Abstract
Recently, drone technology has developed rapidly for various purposes. A drone is very useful for aerial surveillance due to its remote sensing capability. Multiple target detection and tracking are essential to recognize any harmful threats in advance, however the image captured at a distance is easily degraded due to blurring and noise as well as low resolution. This paper addresses the detection and tracking of moving vehicles with drone imaging. A drone captures video sequences of multiple moving vehicles from a distance. Cars and buses are the objects of interests driving on urban roads. The detection step consists of frame difference followed by thresholding and morphological operation considering the size of region of interest (ROI). The centroids of the ROI’s are considered measurements for tracking. Tracking is performed with interacting multiple model (IMM) filtering, which estimate the state of vectors and covariance matrices using multiple modes of Kalman filtering. The measurements in the validation region are associated with established tracks by the nearest neighbor rule. In the experiment, total seven moving cars and buses are captured at a long distance by a drone. It will be shown that the proposed method well detects the moving vehicles and achieves a good accuracy in estimating their locations.
Introduction
Recently, there is increased usage of unmanned aerial vehicles (UAVs) or drones for aerial surveillance. The usage of drones is cost effective and the camera installed in the drone is easily manipulated to capture the scenes of interest. Thus, the advanced technology in drones can build efficient surveillance systems [1].

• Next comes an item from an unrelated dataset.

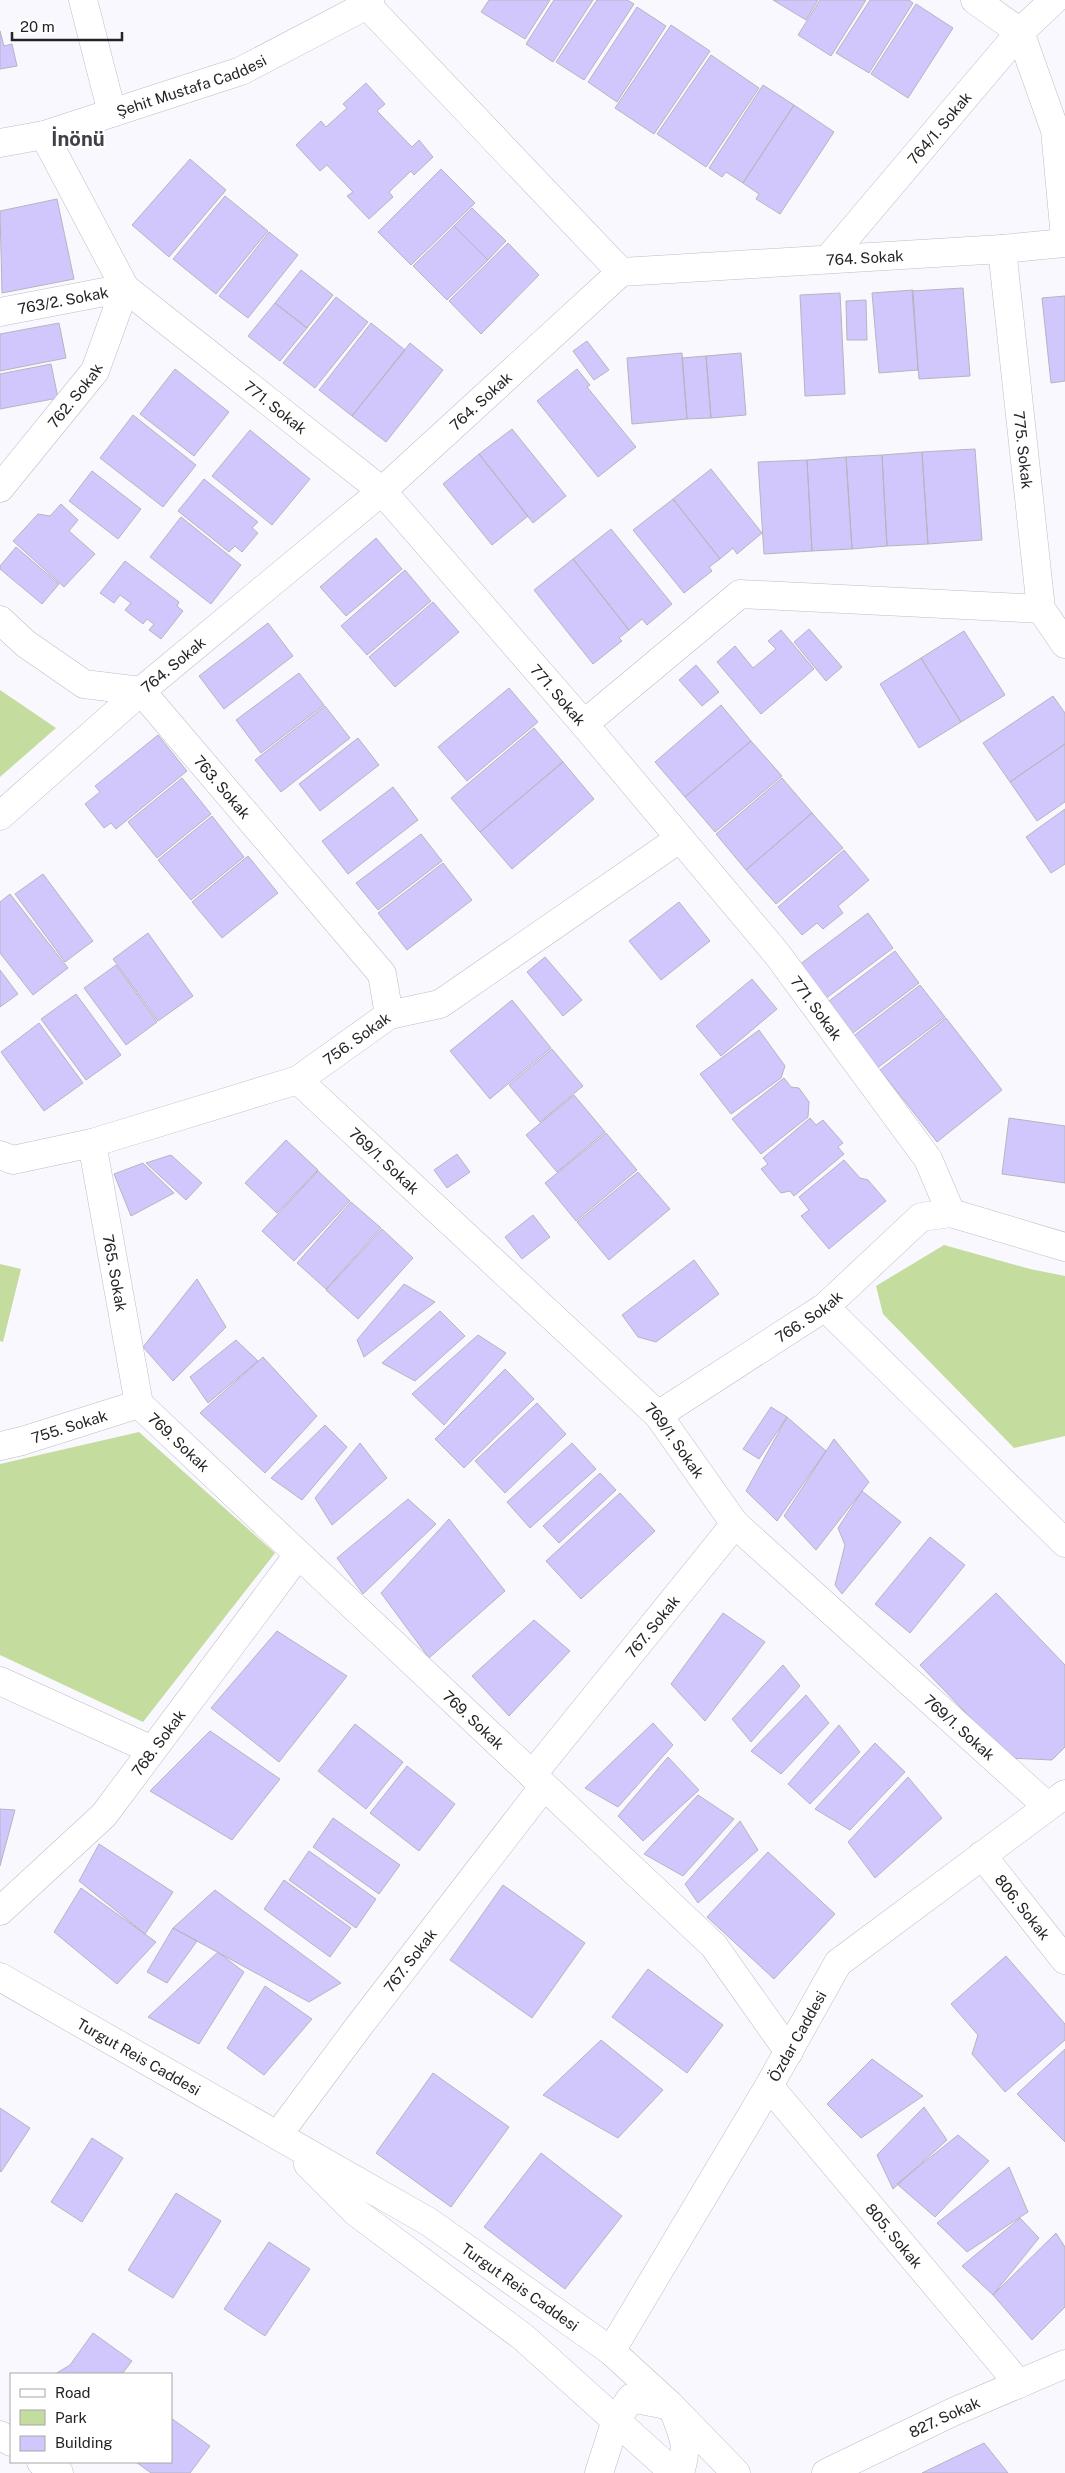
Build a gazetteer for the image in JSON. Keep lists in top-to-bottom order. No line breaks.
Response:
{"streets":{"street":["Şehit Mustafa Caddesi","764/1. Sokak","764. Sokak","763/2. Sokak","762. Sokak","771. Sokak","775. Sokak","763. Sokak","756. Sokak","769/1. Sokak","765. Sokak","766. Sokak","755. Sokak","769. Sokak","767. Sokak","768. Sokak","806. Sokak","Özdar Caddesi","Turgut Reis Caddesi","805. Sokak","827. Sokak"]},"crossings":[["Şehit Mustafa Caddesi","771. Sokak"],["764/1. Sokak","764. Sokak"],["764. Sokak","771. Sokak"],["764. Sokak","775. Sokak"],["764. Sokak","763. Sokak"],["763/2. Sokak","762. Sokak"],["763/2. Sokak","771. Sokak"],["762. Sokak","771. Sokak"],["771. Sokak","756. Sokak"],["771. Sokak","766. Sokak"],["763. Sokak","756. Sokak"],["756. Sokak","769/1. Sokak"],["756. Sokak","765. Sokak"],["769/1. Sokak","766. Sokak"],["769/1. Sokak","767. Sokak"],["769/1. Sokak","Özdar Caddesi"],["765. Sokak","755. Sokak"],["765. Sokak","769. Sokak"],["755. Sokak","769. Sokak"],["769. Sokak","767. Sokak"],["769. Sokak","768. Sokak"],["769. Sokak","Özdar Caddesi"],["767. Sokak","Turgut Reis Caddesi"],["806. Sokak","Özdar Caddesi"],["Özdar Caddesi","Turgut Reis Caddesi"],["Özdar Caddesi","805. Sokak"],["805. Sokak","827. Sokak"]],"districts":["İnönü"],"legend":["Road","Park","Building"],"scale_bar":"20 m"}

Multiple object detection and tracking is important for security and surveillance [2]. Various researches have been performed for visual detection and tracking of moving objects in the literature. Methods based on background subtraction and frame difference are studied in [3–9]. Gaussian mixture modeling (GMM) was used to analyze background and target regions [3–5]. Scale invariant feature transform (SIFT) was adopted to extract foreground objects from the background scene [6, 7]. In [8], background was subtracted under Gaussian mixture assumption followed by morphological filters. Long range moving objects are detected by a drone in [9]. In [10, 11], moving cars are detected with a background image and they are tracked by Kalman filtering.
Many studies have been conducted on multiple target tracking [10–15]. High-maneuvering, closely located multiple targets, heavy clutter (false alarm), and low detection probability are often considered difficulties to overcome [12]. Kalman filtering provides a solution for estimating the state of the target in real time. It is known optimal under independent Gaussian noise assumption [13]. Interacting multi model (IMM) is actively applied to targets of high maneuvering due to its adaptation capability switching to multiple modes [14]. When multiple measurements are detected at a frame, data association is required to assign the measurements to the established tracks [12, 15].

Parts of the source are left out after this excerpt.